■ YOUR ASSIGNMENT ■
Restate word for word the lines that begin the listing and end with the line holding "flex:none; width:55px; height:55px;".

■ GIVEN DATA ■
-=-=-=-=-

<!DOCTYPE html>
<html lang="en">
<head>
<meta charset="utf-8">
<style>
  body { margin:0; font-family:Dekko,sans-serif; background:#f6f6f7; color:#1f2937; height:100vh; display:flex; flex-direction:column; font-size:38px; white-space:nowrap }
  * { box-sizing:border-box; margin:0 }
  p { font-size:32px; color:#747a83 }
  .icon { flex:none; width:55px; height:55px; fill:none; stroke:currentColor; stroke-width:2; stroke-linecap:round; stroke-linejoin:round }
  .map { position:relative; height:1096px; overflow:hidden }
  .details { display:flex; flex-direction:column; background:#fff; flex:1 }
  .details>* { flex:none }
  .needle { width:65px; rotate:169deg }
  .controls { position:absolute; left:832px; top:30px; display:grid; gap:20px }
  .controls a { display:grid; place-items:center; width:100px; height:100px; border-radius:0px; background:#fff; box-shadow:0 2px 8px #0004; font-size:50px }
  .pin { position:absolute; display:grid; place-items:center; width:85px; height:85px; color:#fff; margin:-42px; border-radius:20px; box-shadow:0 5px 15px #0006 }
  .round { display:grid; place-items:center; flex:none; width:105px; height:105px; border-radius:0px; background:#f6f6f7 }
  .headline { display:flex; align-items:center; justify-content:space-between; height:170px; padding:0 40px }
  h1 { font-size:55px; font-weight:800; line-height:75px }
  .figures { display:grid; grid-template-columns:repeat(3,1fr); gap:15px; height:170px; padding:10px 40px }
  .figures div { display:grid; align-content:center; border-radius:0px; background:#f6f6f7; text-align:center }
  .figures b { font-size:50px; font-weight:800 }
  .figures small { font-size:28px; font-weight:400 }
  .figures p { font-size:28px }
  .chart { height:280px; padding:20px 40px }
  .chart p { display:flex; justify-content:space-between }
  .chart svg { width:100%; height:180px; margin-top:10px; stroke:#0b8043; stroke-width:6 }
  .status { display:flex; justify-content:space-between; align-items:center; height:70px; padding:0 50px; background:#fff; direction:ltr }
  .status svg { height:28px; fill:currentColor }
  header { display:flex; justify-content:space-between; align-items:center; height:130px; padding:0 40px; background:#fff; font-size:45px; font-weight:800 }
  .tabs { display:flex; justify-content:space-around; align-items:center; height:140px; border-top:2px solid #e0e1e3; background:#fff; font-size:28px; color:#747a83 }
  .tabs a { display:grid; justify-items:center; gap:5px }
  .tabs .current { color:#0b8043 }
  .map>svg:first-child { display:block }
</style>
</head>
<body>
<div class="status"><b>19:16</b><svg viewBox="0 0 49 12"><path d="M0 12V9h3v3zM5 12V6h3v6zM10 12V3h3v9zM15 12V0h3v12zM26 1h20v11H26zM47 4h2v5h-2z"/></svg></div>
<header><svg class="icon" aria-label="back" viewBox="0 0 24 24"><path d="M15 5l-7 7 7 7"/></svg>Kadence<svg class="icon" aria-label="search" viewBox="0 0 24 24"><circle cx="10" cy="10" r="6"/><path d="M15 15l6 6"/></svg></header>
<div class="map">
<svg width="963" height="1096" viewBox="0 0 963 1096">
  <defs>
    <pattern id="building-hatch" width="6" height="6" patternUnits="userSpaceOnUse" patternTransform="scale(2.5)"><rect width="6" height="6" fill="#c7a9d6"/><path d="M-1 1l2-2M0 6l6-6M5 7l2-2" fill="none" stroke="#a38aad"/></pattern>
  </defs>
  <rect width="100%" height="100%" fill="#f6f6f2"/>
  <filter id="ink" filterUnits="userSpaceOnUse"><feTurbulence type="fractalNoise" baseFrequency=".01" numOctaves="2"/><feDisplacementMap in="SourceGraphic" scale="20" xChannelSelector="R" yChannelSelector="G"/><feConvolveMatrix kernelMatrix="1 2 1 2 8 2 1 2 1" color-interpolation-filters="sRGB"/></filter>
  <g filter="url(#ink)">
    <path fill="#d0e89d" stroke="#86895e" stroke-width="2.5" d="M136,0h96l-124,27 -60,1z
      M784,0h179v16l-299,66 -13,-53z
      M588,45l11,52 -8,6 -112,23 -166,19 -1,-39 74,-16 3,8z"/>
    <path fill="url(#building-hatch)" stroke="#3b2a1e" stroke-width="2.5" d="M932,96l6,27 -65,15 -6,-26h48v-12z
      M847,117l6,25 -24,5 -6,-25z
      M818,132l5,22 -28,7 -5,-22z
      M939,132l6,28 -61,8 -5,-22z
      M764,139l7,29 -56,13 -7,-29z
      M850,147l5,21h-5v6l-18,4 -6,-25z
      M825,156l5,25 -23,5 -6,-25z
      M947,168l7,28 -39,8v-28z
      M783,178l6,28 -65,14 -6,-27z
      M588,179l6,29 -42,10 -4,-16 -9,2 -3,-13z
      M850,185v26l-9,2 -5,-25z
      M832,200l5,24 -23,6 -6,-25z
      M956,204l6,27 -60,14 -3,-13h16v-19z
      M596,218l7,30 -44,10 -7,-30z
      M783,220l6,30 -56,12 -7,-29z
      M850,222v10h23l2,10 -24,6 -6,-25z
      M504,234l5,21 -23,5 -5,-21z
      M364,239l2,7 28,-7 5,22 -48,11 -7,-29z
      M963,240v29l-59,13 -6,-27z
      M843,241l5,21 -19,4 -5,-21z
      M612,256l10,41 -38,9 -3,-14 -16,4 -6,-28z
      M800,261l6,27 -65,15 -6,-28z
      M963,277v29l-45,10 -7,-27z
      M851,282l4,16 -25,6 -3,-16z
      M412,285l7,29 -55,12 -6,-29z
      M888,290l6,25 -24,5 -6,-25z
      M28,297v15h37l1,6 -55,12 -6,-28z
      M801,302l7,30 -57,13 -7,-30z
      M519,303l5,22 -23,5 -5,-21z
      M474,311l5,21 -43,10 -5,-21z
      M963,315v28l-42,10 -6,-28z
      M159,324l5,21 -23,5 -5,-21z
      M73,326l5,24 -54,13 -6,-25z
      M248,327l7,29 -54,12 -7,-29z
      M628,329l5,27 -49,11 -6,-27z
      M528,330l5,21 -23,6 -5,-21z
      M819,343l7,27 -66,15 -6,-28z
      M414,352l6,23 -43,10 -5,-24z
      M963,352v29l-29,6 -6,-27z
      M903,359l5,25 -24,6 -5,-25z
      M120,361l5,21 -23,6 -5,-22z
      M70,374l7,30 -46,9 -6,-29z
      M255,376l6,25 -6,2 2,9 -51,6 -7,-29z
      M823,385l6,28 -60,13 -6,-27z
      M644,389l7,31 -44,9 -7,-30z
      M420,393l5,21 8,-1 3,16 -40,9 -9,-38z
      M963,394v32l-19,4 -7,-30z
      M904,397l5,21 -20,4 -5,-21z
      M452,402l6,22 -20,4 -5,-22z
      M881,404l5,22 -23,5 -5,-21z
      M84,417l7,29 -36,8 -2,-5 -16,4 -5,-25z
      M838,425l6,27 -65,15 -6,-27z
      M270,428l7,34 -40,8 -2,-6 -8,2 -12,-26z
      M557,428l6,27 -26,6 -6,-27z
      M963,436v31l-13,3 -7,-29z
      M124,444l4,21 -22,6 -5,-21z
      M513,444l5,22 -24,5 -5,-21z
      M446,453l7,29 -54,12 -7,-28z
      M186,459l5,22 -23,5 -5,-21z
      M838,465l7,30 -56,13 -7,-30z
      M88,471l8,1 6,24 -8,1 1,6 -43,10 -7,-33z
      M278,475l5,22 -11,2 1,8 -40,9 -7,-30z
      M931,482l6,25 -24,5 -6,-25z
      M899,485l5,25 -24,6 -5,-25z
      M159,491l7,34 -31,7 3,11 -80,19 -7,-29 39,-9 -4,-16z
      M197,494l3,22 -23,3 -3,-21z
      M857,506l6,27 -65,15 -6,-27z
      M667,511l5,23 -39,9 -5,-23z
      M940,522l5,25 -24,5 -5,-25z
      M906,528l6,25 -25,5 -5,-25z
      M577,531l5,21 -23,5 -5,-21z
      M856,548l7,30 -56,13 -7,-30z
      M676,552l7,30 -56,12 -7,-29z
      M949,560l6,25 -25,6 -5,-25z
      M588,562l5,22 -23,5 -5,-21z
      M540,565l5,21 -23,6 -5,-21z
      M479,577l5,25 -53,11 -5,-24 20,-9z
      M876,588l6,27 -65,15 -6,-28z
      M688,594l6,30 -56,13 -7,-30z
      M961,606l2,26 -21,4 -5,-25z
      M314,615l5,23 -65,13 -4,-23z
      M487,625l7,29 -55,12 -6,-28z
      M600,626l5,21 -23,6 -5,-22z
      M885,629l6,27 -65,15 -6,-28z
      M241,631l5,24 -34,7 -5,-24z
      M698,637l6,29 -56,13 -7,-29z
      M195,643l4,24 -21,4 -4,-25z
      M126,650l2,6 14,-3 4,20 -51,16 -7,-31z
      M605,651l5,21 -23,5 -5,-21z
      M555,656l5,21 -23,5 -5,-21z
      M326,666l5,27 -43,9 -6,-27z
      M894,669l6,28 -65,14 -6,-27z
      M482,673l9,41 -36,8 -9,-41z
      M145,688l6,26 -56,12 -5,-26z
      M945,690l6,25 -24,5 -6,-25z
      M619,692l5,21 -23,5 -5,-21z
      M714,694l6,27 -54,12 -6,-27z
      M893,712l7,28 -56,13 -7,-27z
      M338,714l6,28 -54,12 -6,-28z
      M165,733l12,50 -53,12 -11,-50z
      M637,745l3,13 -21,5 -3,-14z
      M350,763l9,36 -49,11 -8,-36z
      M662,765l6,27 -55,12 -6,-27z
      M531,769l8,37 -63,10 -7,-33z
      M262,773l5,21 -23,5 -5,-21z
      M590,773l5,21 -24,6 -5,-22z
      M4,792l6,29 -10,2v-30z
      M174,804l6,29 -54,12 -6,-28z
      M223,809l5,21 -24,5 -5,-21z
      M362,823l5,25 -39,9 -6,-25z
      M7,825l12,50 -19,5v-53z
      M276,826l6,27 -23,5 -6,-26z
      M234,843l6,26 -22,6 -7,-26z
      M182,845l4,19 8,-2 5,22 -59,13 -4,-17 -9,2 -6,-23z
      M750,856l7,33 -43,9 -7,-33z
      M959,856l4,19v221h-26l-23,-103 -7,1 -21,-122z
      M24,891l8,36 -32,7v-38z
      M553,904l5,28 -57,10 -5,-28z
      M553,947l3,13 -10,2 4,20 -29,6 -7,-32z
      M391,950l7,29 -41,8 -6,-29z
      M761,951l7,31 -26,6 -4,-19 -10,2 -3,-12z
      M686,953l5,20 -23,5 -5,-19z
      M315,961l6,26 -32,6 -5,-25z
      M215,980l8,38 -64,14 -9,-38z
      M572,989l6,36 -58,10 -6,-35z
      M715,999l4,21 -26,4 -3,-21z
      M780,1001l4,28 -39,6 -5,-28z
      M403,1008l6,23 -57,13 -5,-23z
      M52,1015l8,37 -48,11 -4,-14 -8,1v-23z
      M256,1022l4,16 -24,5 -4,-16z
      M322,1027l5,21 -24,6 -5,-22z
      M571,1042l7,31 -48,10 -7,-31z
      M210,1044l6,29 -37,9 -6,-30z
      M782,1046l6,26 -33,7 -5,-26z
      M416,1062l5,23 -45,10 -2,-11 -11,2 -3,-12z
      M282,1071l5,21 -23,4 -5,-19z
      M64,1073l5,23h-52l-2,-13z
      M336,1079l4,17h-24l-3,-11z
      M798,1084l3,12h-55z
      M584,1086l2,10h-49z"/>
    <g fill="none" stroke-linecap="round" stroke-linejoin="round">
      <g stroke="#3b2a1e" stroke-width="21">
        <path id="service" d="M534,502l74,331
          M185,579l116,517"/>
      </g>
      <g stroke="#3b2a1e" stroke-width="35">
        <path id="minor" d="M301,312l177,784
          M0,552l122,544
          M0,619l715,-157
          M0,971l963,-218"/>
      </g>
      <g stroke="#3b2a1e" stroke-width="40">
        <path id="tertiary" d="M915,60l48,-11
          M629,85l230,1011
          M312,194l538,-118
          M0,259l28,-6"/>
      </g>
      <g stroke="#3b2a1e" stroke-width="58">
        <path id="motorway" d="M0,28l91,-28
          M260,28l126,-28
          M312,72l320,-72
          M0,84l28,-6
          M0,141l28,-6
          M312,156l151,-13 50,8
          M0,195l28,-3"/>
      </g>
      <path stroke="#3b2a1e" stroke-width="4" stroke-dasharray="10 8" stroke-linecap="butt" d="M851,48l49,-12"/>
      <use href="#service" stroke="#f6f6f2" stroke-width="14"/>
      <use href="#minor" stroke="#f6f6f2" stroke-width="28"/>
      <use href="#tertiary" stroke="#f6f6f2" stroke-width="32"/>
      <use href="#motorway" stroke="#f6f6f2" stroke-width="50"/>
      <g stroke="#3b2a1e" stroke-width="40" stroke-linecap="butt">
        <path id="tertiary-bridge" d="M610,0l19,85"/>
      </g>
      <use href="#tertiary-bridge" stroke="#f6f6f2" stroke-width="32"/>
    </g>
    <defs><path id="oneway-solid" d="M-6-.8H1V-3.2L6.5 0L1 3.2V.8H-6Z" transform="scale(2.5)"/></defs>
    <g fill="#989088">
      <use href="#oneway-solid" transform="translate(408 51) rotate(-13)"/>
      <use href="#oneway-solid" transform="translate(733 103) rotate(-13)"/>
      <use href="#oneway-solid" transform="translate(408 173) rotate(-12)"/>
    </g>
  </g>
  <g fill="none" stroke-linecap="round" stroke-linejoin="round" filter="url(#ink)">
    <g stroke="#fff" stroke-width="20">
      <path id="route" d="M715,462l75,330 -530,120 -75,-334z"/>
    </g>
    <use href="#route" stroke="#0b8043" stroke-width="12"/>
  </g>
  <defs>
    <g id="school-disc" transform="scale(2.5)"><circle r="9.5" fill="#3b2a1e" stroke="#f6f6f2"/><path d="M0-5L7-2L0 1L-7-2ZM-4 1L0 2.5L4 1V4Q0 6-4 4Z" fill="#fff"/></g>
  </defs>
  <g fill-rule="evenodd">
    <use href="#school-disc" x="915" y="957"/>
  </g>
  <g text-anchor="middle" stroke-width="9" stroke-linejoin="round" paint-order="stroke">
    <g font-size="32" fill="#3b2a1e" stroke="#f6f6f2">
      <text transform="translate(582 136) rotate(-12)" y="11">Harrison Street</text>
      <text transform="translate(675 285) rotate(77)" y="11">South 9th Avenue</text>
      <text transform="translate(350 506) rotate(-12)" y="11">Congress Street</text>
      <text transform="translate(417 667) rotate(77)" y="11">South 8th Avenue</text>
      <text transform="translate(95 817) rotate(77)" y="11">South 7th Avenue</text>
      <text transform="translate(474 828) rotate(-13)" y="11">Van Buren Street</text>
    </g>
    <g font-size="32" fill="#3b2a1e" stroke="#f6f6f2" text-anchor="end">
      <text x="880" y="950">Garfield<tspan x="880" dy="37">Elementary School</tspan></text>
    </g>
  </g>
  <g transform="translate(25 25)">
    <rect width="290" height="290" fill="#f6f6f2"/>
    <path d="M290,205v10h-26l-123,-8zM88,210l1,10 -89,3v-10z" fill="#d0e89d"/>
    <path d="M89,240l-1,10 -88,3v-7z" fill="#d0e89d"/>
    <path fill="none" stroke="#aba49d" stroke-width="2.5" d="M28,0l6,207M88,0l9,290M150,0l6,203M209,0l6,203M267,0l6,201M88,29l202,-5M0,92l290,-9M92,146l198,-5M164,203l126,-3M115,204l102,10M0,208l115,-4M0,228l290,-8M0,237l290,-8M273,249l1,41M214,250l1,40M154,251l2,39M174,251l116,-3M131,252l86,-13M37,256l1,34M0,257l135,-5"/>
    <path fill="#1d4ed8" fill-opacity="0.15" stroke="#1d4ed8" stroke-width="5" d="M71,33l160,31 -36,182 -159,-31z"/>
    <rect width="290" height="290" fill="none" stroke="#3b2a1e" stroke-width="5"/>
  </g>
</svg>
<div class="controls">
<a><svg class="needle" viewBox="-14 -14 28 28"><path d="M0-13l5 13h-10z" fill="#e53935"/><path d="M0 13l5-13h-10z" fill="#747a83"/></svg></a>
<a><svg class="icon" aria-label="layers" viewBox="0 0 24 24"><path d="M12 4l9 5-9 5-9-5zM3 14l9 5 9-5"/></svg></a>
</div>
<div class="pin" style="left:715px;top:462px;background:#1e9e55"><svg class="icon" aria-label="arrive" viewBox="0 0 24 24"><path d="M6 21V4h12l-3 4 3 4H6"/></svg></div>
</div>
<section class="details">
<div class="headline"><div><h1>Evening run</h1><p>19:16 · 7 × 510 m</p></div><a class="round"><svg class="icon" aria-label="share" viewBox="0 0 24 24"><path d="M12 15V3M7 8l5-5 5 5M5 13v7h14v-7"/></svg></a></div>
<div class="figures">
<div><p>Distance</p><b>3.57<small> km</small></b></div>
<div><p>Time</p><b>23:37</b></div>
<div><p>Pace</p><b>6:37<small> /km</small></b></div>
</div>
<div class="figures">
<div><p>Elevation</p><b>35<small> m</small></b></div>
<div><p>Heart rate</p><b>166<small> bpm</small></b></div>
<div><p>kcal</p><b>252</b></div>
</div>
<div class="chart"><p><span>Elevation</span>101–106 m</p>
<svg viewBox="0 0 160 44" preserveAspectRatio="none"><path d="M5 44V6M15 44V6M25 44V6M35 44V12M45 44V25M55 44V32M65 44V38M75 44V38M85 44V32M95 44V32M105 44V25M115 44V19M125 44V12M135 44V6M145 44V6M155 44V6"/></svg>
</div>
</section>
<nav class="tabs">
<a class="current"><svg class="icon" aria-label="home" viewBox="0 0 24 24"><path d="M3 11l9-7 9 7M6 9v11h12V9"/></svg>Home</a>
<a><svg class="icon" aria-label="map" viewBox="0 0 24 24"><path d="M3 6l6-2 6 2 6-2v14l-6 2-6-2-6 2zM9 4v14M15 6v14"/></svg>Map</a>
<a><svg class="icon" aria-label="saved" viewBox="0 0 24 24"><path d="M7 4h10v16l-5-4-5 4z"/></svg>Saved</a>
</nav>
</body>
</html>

-=-=-=-=-

■ SOLUTION ■
<!DOCTYPE html>
<html lang="en">
<head>
<meta charset="utf-8">
<style>
  body { margin:0; font-family:Dekko,sans-serif; background:#f6f6f7; color:#1f2937; height:100vh; display:flex; flex-direction:column; font-size:38px; white-space:nowrap }
  * { box-sizing:border-box; margin:0 }
  p { font-size:32px; color:#747a83 }
  .icon { flex:none; width:55px; height:55px; fill:none; stroke:currentColor; stroke-width:2; stroke-linecap:round; stroke-linejoin:round }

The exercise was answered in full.